START Stored data

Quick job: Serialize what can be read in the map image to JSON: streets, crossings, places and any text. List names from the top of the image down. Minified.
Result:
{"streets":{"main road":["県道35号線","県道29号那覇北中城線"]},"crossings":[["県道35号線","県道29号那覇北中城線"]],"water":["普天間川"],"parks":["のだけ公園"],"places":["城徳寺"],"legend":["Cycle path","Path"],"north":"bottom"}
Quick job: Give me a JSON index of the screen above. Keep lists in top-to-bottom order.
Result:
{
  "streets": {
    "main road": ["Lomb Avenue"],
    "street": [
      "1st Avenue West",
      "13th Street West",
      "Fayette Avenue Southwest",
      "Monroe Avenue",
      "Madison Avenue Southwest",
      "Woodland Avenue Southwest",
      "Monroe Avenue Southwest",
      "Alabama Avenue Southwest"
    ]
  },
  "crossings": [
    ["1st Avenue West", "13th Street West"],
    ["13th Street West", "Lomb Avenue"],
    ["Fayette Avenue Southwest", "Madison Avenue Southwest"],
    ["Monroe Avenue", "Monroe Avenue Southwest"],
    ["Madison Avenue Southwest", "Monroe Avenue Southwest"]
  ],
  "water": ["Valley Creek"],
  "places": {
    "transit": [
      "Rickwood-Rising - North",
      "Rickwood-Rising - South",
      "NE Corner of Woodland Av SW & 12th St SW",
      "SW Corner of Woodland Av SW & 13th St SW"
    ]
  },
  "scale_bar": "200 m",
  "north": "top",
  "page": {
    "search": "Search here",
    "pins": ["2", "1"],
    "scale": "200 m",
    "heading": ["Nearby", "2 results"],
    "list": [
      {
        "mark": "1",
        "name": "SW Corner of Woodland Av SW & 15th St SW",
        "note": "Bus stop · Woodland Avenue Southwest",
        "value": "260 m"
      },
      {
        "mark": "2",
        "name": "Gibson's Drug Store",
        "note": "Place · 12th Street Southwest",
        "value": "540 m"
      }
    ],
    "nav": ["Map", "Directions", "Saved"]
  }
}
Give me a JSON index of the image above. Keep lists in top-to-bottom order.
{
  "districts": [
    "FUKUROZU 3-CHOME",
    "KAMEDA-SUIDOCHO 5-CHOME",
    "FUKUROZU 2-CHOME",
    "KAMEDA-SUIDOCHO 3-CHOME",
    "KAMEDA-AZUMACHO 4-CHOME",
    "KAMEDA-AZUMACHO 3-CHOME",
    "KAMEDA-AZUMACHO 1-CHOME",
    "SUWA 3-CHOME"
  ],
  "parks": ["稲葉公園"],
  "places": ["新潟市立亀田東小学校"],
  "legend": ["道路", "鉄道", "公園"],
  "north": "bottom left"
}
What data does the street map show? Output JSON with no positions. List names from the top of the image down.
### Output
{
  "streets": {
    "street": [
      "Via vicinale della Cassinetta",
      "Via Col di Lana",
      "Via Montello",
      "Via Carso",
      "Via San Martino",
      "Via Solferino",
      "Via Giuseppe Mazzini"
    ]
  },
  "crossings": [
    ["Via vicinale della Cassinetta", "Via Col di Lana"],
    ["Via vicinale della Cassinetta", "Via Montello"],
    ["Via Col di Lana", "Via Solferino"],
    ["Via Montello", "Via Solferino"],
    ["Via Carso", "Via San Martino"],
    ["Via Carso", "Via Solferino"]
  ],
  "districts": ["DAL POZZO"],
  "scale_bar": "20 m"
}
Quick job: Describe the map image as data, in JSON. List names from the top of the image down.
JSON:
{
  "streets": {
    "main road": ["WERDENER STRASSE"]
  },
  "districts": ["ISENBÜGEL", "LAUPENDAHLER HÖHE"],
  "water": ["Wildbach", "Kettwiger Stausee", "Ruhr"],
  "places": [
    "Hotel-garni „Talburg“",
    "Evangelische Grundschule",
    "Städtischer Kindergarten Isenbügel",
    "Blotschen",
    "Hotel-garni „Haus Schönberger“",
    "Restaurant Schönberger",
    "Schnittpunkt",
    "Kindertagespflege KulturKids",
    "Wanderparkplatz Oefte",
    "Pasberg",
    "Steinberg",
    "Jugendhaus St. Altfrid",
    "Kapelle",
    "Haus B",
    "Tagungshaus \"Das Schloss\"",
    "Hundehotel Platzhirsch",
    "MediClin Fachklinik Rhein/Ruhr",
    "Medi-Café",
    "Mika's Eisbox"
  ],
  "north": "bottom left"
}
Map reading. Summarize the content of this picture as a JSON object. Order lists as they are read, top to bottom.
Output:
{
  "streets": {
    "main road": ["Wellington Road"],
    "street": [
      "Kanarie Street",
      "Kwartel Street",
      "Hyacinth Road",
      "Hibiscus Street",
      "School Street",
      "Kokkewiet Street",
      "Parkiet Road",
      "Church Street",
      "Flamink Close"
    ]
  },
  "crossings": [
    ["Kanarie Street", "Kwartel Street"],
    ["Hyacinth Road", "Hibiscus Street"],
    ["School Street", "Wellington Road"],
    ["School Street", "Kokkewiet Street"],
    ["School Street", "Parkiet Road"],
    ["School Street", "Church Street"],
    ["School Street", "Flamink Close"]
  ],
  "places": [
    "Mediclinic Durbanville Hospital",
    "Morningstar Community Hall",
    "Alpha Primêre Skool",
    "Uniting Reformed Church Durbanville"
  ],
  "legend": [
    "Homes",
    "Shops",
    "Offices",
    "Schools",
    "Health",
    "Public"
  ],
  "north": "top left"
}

END Stored data

> Problem statement
The entire set of entries, and nothing else, should be set down exactly.

> Final answer
Quick job: Serialize what can be read in the map image to JSON: streets, crossings, places and any text. List names from the top of the image down. Minified.
Result:
{"streets":{"main road":["県道35号線","県道29号那覇北中城線"]},"crossings":[["県道35号線","県道29号那覇北中城線"]],"water":["普天間川"],"parks":["のだけ公園"],"places":["城徳寺"],"legend":["Cycle path","Path"],"north":"bottom"}
Quick job: Give me a JSON index of the screen above. Keep lists in top-to-bottom order.
Result:
{
  "streets": {
    "main road": ["Lomb Avenue"],
    "street": [
      "1st Avenue West",
      "13th Street West",
      "Fayette Avenue Southwest",
      "Monroe Avenue",
      "Madison Avenue Southwest",
      "Woodland Avenue Southwest",
      "Monroe Avenue Southwest",
      "Alabama Avenue Southwest"
    ]
  },
  "crossings": [
    ["1st Avenue West", "13th Street West"],
    ["13th Street West", "Lomb Avenue"],
    ["Fayette Avenue Southwest", "Madison Avenue Southwest"],
    ["Monroe Avenue", "Monroe Avenue Southwest"],
    ["Madison Avenue Southwest", "Monroe Avenue Southwest"]
  ],
  "water": ["Valley Creek"],
  "places": {
    "transit": [
      "Rickwood-Rising - North",
      "Rickwood-Rising - South",
      "NE Corner of Woodland Av SW & 12th St SW",
      "SW Corner of Woodland Av SW & 13th St SW"
    ]
  },
  "scale_bar": "200 m",
  "north": "top",
  "page": {
    "search": "Search here",
    "pins": ["2", "1"],
    "scale": "200 m",
    "heading": ["Nearby", "2 results"],
    "list": [
      {
        "mark": "1",
        "name": "SW Corner of Woodland Av SW & 15th St SW",
        "note": "Bus stop · Woodland Avenue Southwest",
        "value": "260 m"
      },
      {
        "mark": "2",
        "name": "Gibson's Drug Store",
        "note": "Place · 12th Street Southwest",
        "value": "540 m"
      }
    ],
    "nav": ["Map", "Directions", "Saved"]
  }
}
Give me a JSON index of the image above. Keep lists in top-to-bottom order.
{
  "districts": [
    "FUKUROZU 3-CHOME",
    "KAMEDA-SUIDOCHO 5-CHOME",
    "FUKUROZU 2-CHOME",
    "KAMEDA-SUIDOCHO 3-CHOME",
    "KAMEDA-AZUMACHO 4-CHOME",
    "KAMEDA-AZUMACHO 3-CHOME",
    "KAMEDA-AZUMACHO 1-CHOME",
    "SUWA 3-CHOME"
  ],
  "parks": ["稲葉公園"],
  "places": ["新潟市立亀田東小学校"],
  "legend": ["道路", "鉄道", "公園"],
  "north": "bottom left"
}
What data does the street map show? Output JSON with no positions. List names from the top of the image down.
### Output
{
  "streets": {
    "street": [
      "Via vicinale della Cassinetta",
      "Via Col di Lana",
      "Via Montello",
      "Via Carso",
      "Via San Martino",
      "Via Solferino",
      "Via Giuseppe Mazzini"
    ]
  },
  "crossings": [
    ["Via vicinale della Cassinetta", "Via Col di Lana"],
    ["Via vicinale della Cassinetta", "Via Montello"],
    ["Via Col di Lana", "Via Solferino"],
    ["Via Montello", "Via Solferino"],
    ["Via Carso", "Via San Martino"],
    ["Via Carso", "Via Solferino"]
  ],
  "districts": ["DAL POZZO"],
  "scale_bar": "20 m"
}
Quick job: Describe the map image as data, in JSON. List names from the top of the image down.
JSON:
{
  "streets": {
    "main road": ["WERDENER STRASSE"]
  },
  "districts": ["ISENBÜGEL", "LAUPENDAHLER HÖHE"],
  "water": ["Wildbach", "Kettwiger Stausee", "Ruhr"],
  "places": [
    "Hotel-garni „Talburg“",
    "Evangelische Grundschule",
    "Städtischer Kindergarten Isenbügel",
    "Blotschen",
    "Hotel-garni „Haus Schönberger“",
    "Restaurant Schönberger",
    "Schnittpunkt",
    "Kindertagespflege KulturKids",
    "Wanderparkplatz Oefte",
    "Pasberg",
    "Steinberg",
    "Jugendhaus St. Altfrid",
    "Kapelle",
    "Haus B",
    "Tagungshaus \"Das Schloss\"",
    "Hundehotel Platzhirsch",
    "MediClin Fachklinik Rhein/Ruhr",
    "Medi-Café",
    "Mika's Eisbox"
  ],
  "north": "bottom left"
}
Map reading. Summarize the content of this picture as a JSON object. Order lists as they are read, top to bottom.
Output:
{
  "streets": {
    "main road": ["Wellington Road"],
    "street": [
      "Kanarie Street",
      "Kwartel Street",
      "Hyacinth Road",
      "Hibiscus Street",
      "School Street",
      "Kokkewiet Street",
      "Parkiet Road",
      "Church Street",
      "Flamink Close"
    ]
  },
  "crossings": [
    ["Kanarie Street", "Kwartel Street"],
    ["Hyacinth Road", "Hibiscus Street"],
    ["School Street", "Wellington Road"],
    ["School Street", "Kokkewiet Street"],
    ["School Street", "Parkiet Road"],
    ["School Street", "Church Street"],
    ["School Street", "Flamink Close"]
  ],
  "places": [
    "Mediclinic Durbanville Hospital",
    "Morningstar Community Hall",
    "Alpha Primêre Skool",
    "Uniting Reformed Church Durbanville"
  ],
  "legend": [
    "Homes",
    "Shops",
    "Offices",
    "Schools",
    "Health",
    "Public"
  ],
  "north": "top left"
}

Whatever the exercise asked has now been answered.